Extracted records
####################
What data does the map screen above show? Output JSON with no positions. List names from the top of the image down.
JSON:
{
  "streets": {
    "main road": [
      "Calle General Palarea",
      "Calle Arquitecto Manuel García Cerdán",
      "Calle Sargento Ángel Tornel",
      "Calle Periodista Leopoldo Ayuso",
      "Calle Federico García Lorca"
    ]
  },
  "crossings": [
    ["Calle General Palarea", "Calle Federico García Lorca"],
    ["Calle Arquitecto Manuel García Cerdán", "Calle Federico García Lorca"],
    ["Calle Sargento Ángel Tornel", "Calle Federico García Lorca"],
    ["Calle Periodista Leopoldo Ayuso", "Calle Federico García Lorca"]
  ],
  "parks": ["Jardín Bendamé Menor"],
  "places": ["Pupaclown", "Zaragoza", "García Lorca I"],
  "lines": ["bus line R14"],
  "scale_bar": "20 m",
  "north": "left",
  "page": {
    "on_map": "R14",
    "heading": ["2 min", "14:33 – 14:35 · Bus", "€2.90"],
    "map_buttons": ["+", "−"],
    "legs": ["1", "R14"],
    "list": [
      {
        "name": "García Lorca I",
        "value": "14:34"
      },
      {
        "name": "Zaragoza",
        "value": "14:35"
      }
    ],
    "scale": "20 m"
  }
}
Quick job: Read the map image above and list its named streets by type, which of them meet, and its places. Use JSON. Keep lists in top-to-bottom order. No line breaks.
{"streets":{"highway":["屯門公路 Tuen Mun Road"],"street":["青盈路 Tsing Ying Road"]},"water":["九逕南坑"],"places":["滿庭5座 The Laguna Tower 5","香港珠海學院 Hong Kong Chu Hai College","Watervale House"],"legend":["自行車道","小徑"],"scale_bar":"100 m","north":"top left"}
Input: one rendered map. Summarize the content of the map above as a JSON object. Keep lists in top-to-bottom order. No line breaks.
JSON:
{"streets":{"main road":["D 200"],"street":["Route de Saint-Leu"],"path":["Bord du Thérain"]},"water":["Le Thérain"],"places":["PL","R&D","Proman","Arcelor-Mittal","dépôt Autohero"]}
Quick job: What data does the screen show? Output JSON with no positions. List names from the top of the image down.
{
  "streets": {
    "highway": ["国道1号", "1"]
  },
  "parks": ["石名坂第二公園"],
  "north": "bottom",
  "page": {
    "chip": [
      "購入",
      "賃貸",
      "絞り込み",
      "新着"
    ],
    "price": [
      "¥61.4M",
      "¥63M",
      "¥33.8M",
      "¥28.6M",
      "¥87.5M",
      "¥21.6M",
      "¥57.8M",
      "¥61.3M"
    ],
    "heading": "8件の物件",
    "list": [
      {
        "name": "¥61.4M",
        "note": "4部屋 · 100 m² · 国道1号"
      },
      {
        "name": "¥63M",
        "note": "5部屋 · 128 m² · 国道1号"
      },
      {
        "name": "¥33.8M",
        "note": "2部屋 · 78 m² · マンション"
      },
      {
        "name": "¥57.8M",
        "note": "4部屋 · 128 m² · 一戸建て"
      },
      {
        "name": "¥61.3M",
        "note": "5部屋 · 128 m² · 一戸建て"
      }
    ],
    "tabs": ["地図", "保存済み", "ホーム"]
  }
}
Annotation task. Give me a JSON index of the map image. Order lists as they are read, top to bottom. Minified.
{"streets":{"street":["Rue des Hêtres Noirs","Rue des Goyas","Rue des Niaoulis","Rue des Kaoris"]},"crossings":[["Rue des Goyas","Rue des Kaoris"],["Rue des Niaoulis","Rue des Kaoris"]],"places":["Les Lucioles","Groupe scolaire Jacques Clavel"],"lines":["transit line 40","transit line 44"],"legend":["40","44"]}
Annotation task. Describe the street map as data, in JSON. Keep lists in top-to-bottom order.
####################
-- WORK ITEM --
Only this range is to be output: the line that contains "Input: one rendered" through the last line of the records above, both inclusive.

-- EXPECTED OUTPUT --
Input: one rendered map. Summarize the content of the map above as a JSON object. Keep lists in top-to-bottom order. No line breaks.
JSON:
{"streets":{"main road":["D 200"],"street":["Route de Saint-Leu"],"path":["Bord du Thérain"]},"water":["Le Thérain"],"places":["PL","R&D","Proman","Arcelor-Mittal","dépôt Autohero"]}
Quick job: What data does the screen show? Output JSON with no positions. List names from the top of the image down.
{
  "streets": {
    "highway": ["国道1号", "1"]
  },
  "parks": ["石名坂第二公園"],
  "north": "bottom",
  "page": {
    "chip": [
      "購入",
      "賃貸",
      "絞り込み",
      "新着"
    ],
    "price": [
      "¥61.4M",
      "¥63M",
      "¥33.8M",
      "¥28.6M",
      "¥87.5M",
      "¥21.6M",
      "¥57.8M",
      "¥61.3M"
    ],
    "heading": "8件の物件",
    "list": [
      {
        "name": "¥61.4M",
        "note": "4部屋 · 100 m² · 国道1号"
      },
      {
        "name": "¥63M",
        "note": "5部屋 · 128 m² · 国道1号"
      },
      {
        "name": "¥33.8M",
        "note": "2部屋 · 78 m² · マンション"
      },
      {
        "name": "¥57.8M",
        "note": "4部屋 · 128 m² · 一戸建て"
      },
      {
        "name": "¥61.3M",
        "note": "5部屋 · 128 m² · 一戸建て"
      }
    ],
    "tabs": ["地図", "保存済み", "ホーム"]
  }
}
Annotation task. Give me a JSON index of the map image. Order lists as they are read, top to bottom. Minified.
{"streets":{"street":["Rue des Hêtres Noirs","Rue des Goyas","Rue des Niaoulis","Rue des Kaoris"]},"crossings":[["Rue des Goyas","Rue des Kaoris"],["Rue des Niaoulis","Rue des Kaoris"]],"places":["Les Lucioles","Groupe scolaire Jacques Clavel"],"lines":["transit line 40","transit line 44"],"legend":["40","44"]}
Annotation task. Describe the street map as data, in JSON. Keep lists in top-to-bottom order.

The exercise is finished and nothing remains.